» Task description: Return each line of the records with nothing changed, pictures excepted.

-- Input for this task follows --

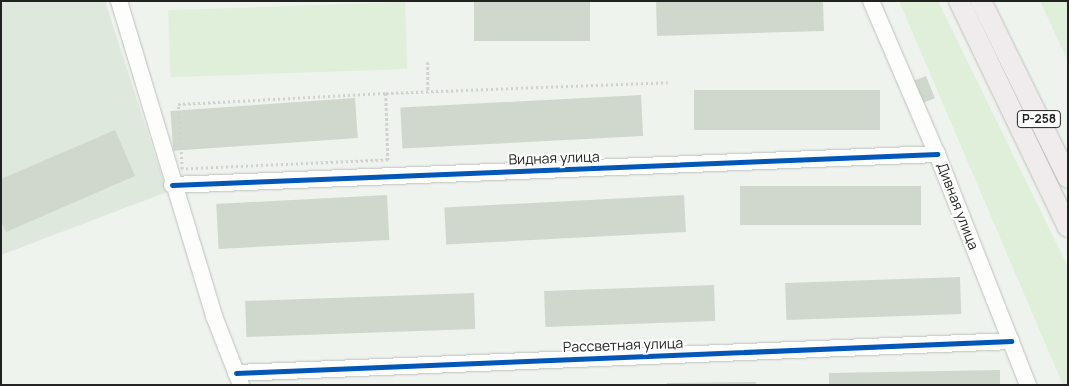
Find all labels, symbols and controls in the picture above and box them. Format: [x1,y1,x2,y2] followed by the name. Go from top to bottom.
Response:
[1016,110,1062,128] road number: Р-258
[508,148,600,168] street label: Видная улица
[934,160,982,252] street label: Дивная улица
[563,335,683,355] street label: Рассветная улица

-- Input for this task concluded --

» Output below:
Find all labels, symbols and controls in the picture above and box them. Format: [x1,y1,x2,y2] followed by the name. Go from top to bottom.
Response:
[1016,110,1062,128] road number: Р-258
[508,148,600,168] street label: Видная улица
[934,160,982,252] street label: Дивная улица
[563,335,683,355] street label: Рассветная улица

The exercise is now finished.